(Data extracted from a collection)
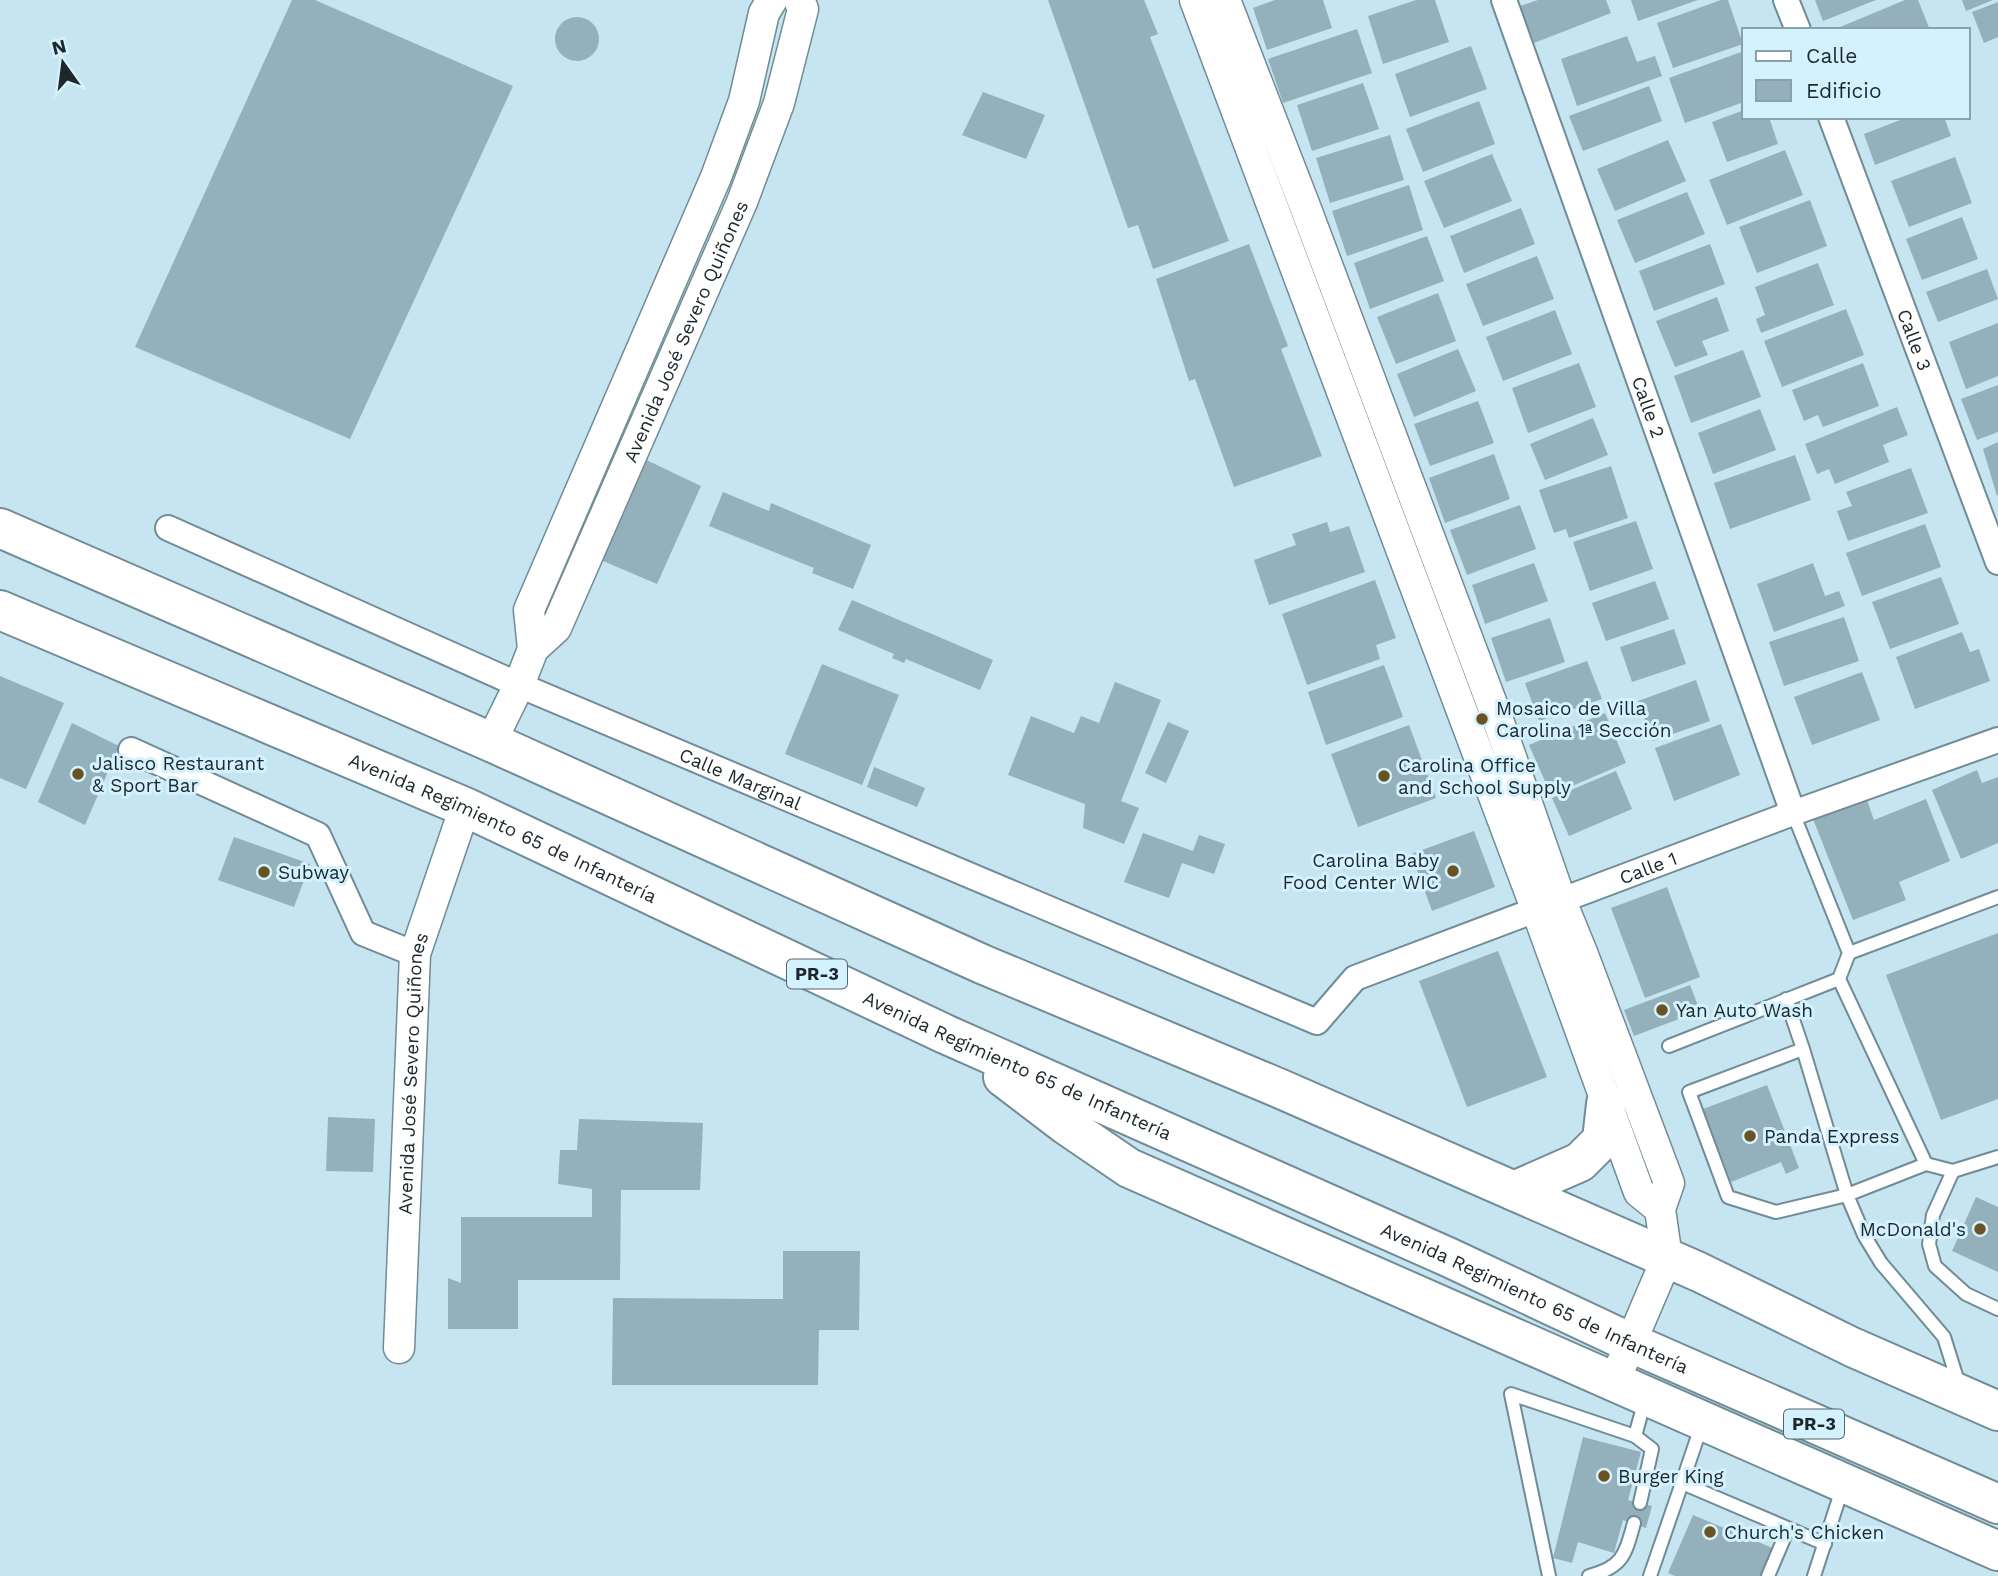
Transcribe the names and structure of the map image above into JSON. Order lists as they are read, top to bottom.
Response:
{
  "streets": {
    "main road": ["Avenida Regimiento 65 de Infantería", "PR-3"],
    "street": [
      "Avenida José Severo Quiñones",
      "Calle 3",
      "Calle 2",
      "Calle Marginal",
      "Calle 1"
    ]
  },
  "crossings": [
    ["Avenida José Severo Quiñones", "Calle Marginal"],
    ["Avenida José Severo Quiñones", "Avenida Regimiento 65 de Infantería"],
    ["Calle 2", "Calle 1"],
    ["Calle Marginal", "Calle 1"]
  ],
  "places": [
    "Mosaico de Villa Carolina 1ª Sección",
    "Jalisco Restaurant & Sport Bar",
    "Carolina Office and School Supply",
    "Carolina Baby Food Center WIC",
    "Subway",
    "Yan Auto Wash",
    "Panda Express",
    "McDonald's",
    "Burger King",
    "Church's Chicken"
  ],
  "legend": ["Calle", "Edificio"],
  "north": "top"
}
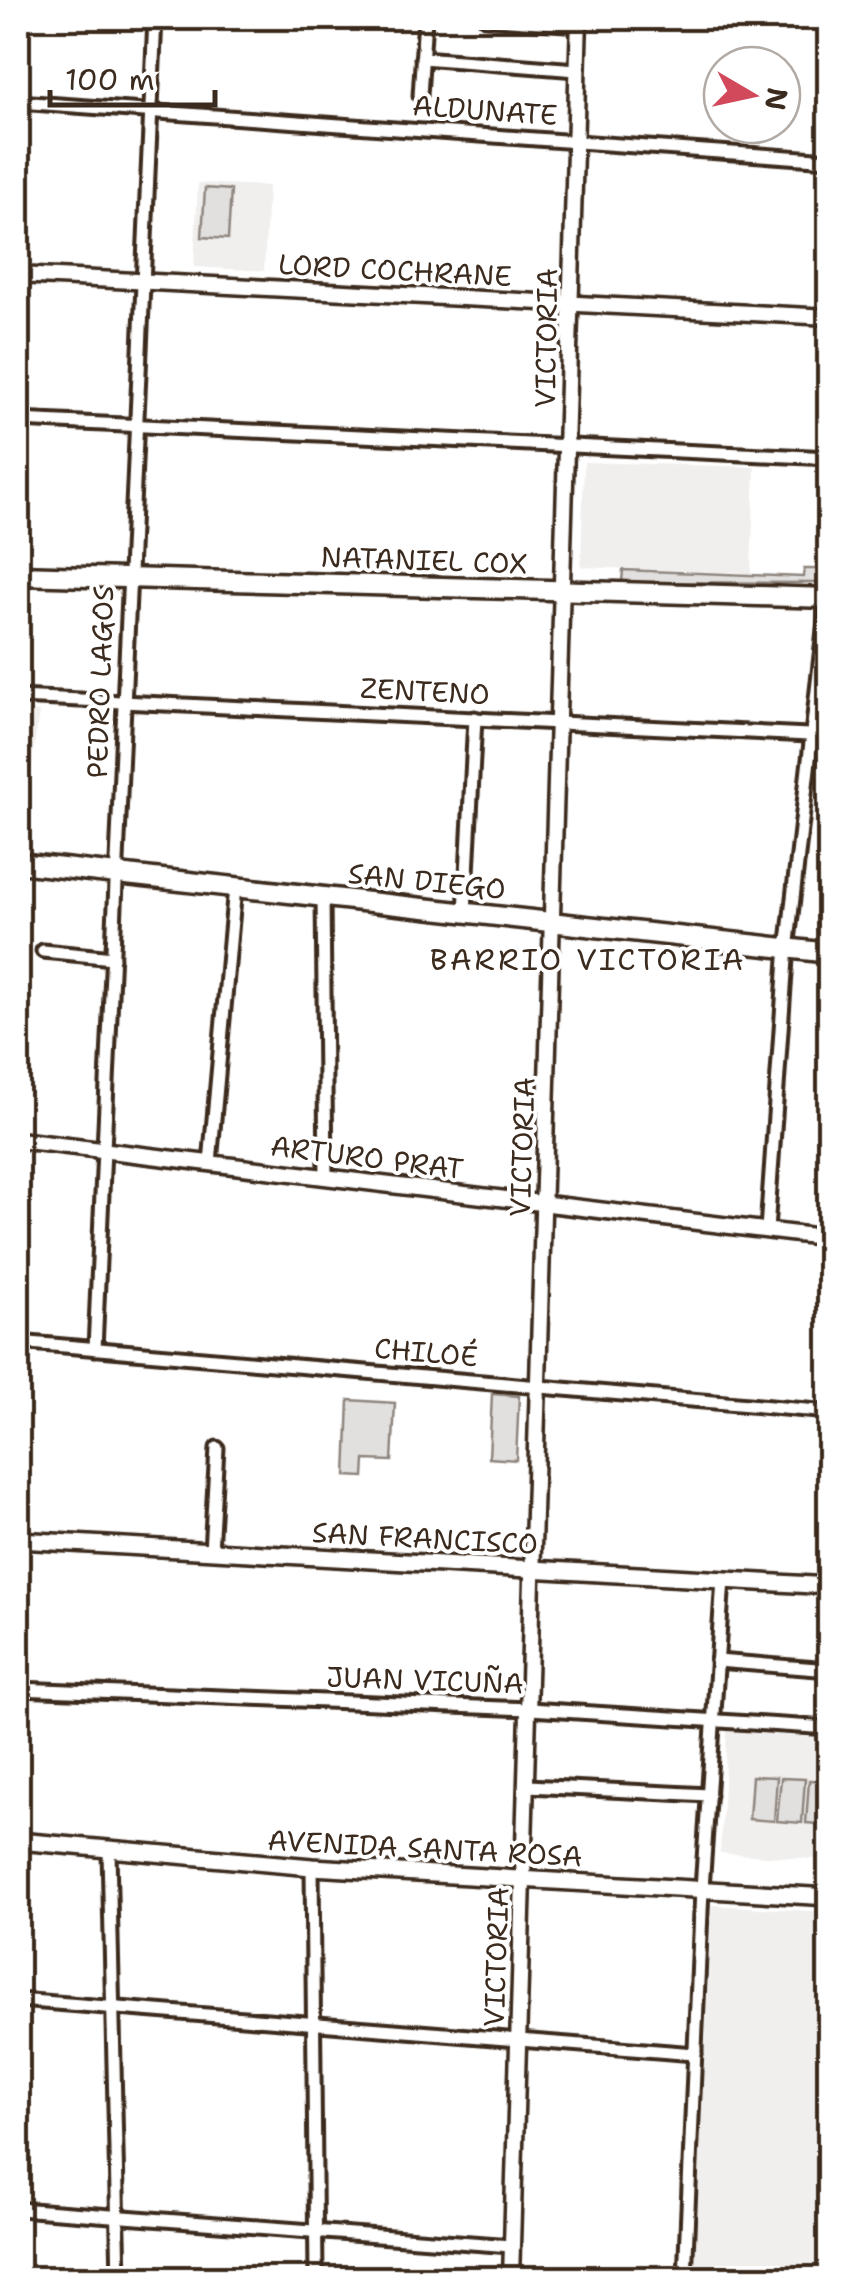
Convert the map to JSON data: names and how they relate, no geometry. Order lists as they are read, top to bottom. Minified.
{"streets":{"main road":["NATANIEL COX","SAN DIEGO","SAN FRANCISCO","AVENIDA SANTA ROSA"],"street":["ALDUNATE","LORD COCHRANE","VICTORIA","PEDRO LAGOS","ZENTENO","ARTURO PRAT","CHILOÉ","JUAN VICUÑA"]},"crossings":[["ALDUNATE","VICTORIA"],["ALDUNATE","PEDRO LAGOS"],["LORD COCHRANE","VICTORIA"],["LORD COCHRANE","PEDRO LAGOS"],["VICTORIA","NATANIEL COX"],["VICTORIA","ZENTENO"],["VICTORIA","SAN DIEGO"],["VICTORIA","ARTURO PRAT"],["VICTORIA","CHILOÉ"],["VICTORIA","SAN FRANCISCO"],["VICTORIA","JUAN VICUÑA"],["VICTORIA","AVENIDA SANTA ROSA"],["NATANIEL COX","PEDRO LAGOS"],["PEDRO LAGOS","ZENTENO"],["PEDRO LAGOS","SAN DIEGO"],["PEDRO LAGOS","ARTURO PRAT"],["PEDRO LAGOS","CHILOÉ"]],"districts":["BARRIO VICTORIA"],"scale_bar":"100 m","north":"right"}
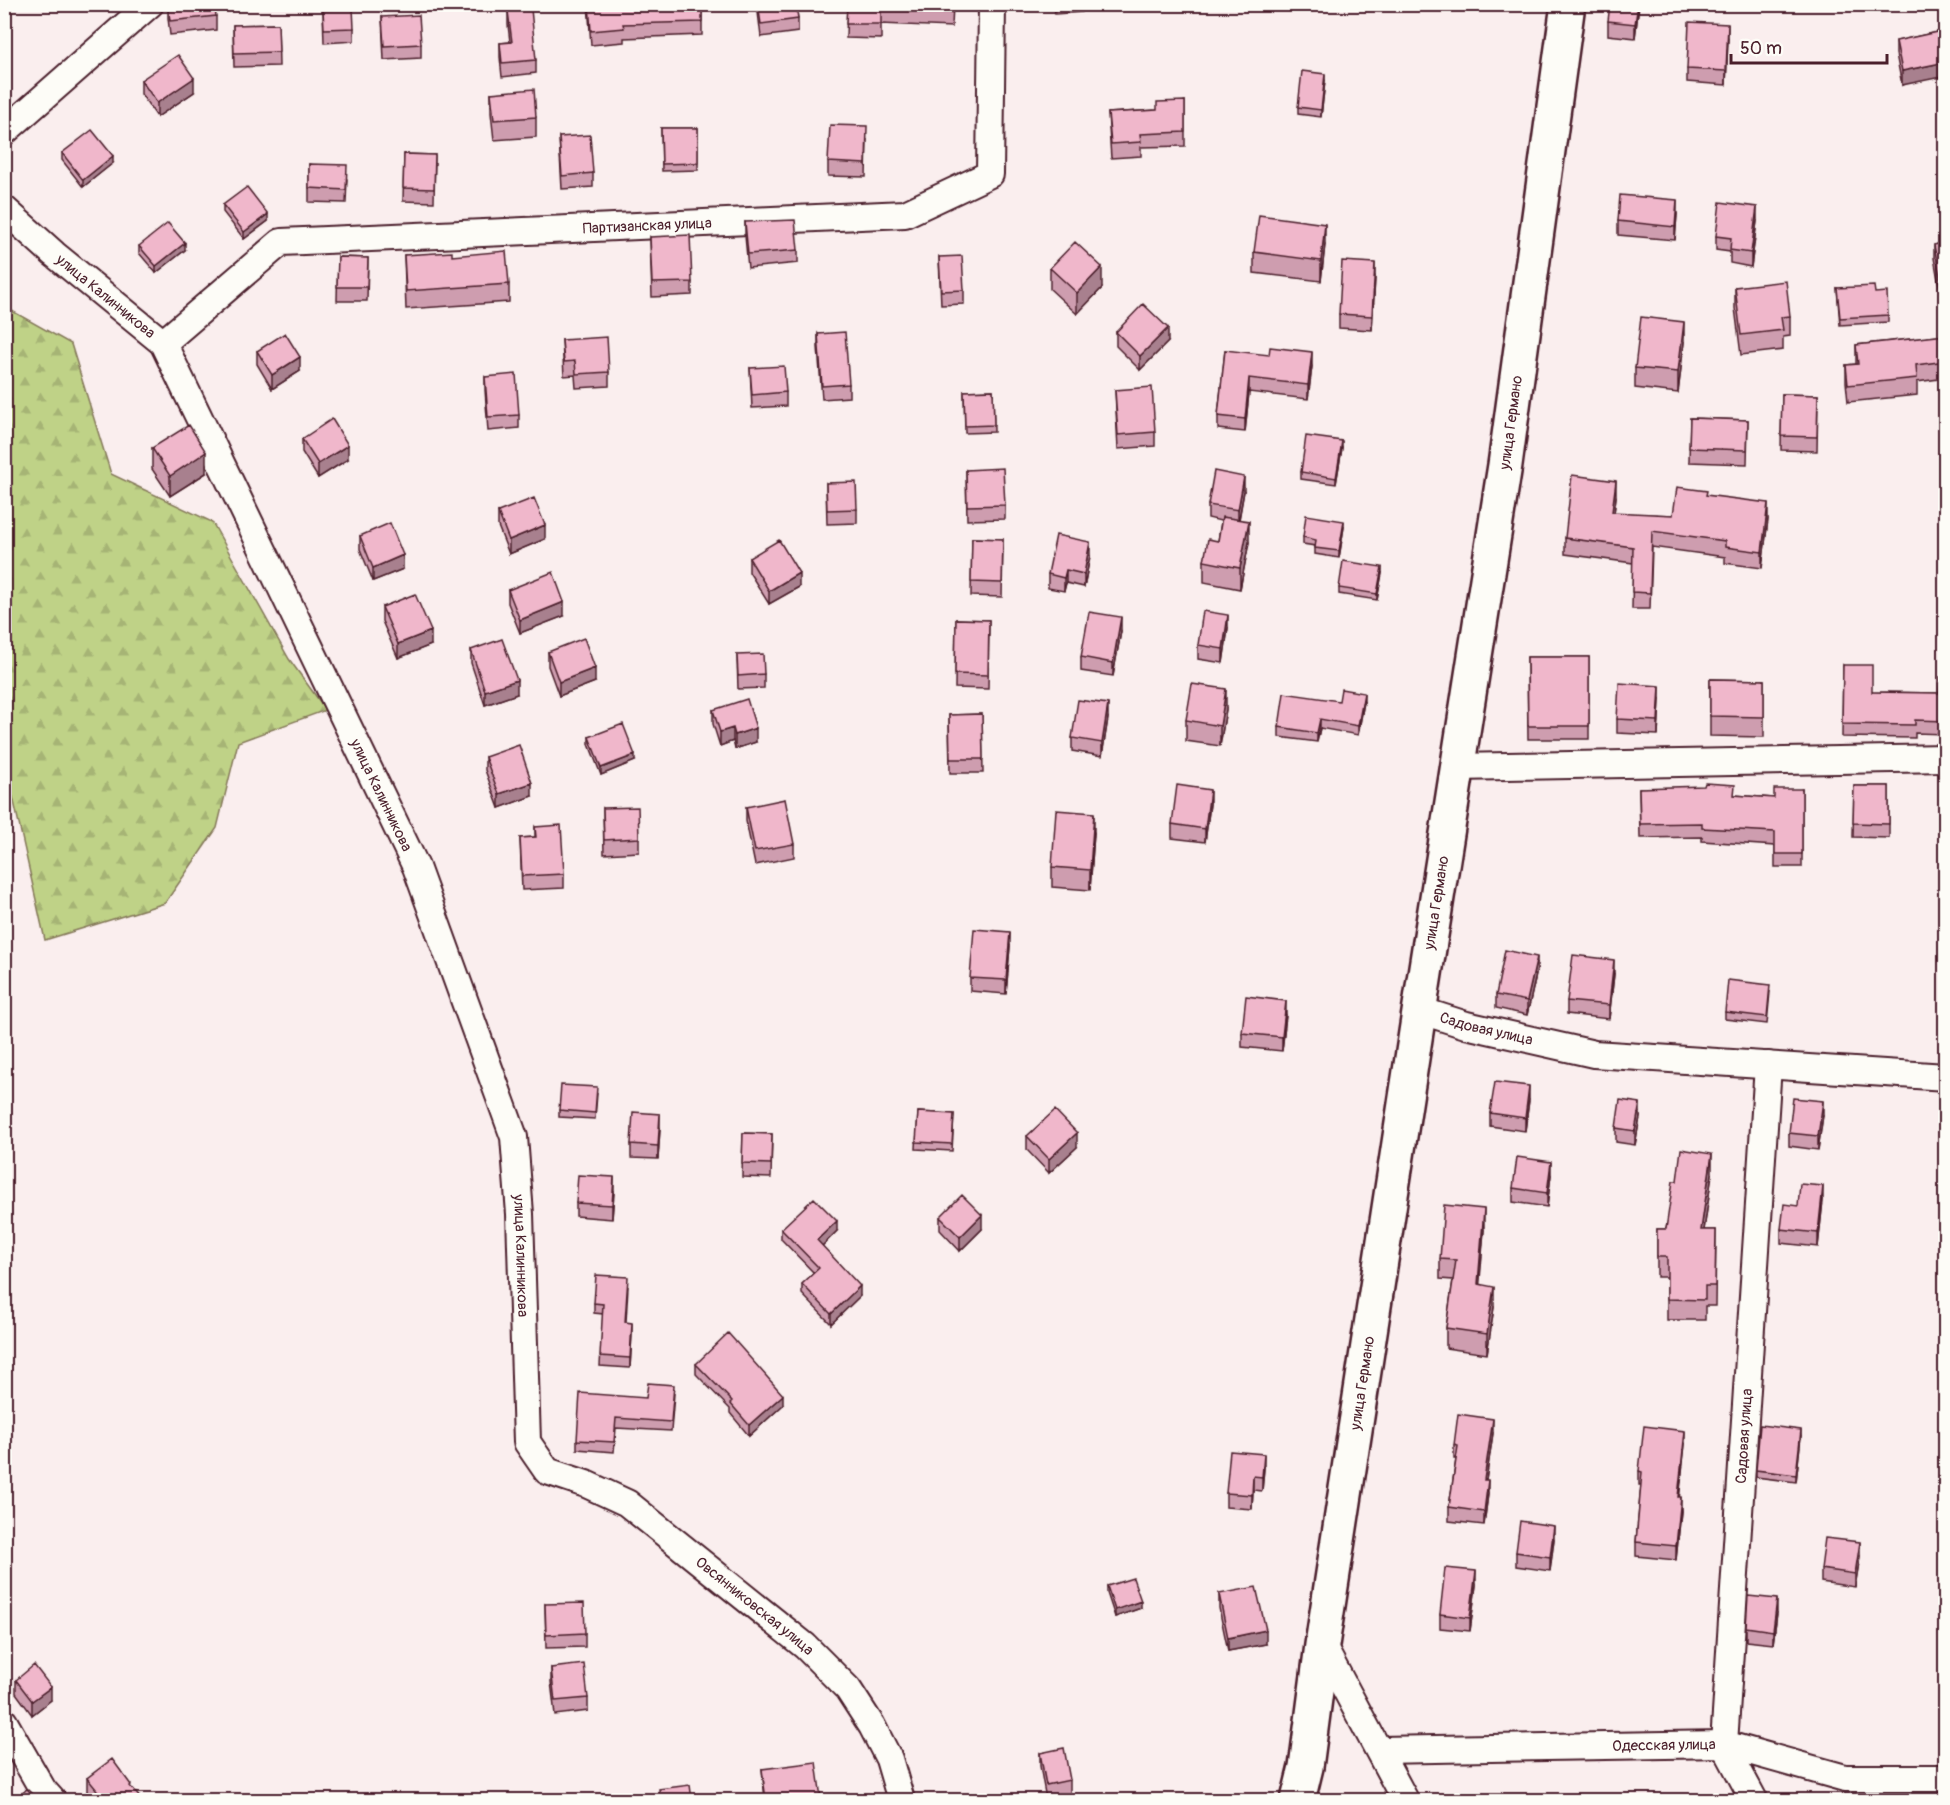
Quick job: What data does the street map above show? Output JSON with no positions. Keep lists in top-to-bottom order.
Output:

» Problem to work on
The answer must consist solely of the number of lines in the entries that contain the word "Output".

» Result for this exercise
2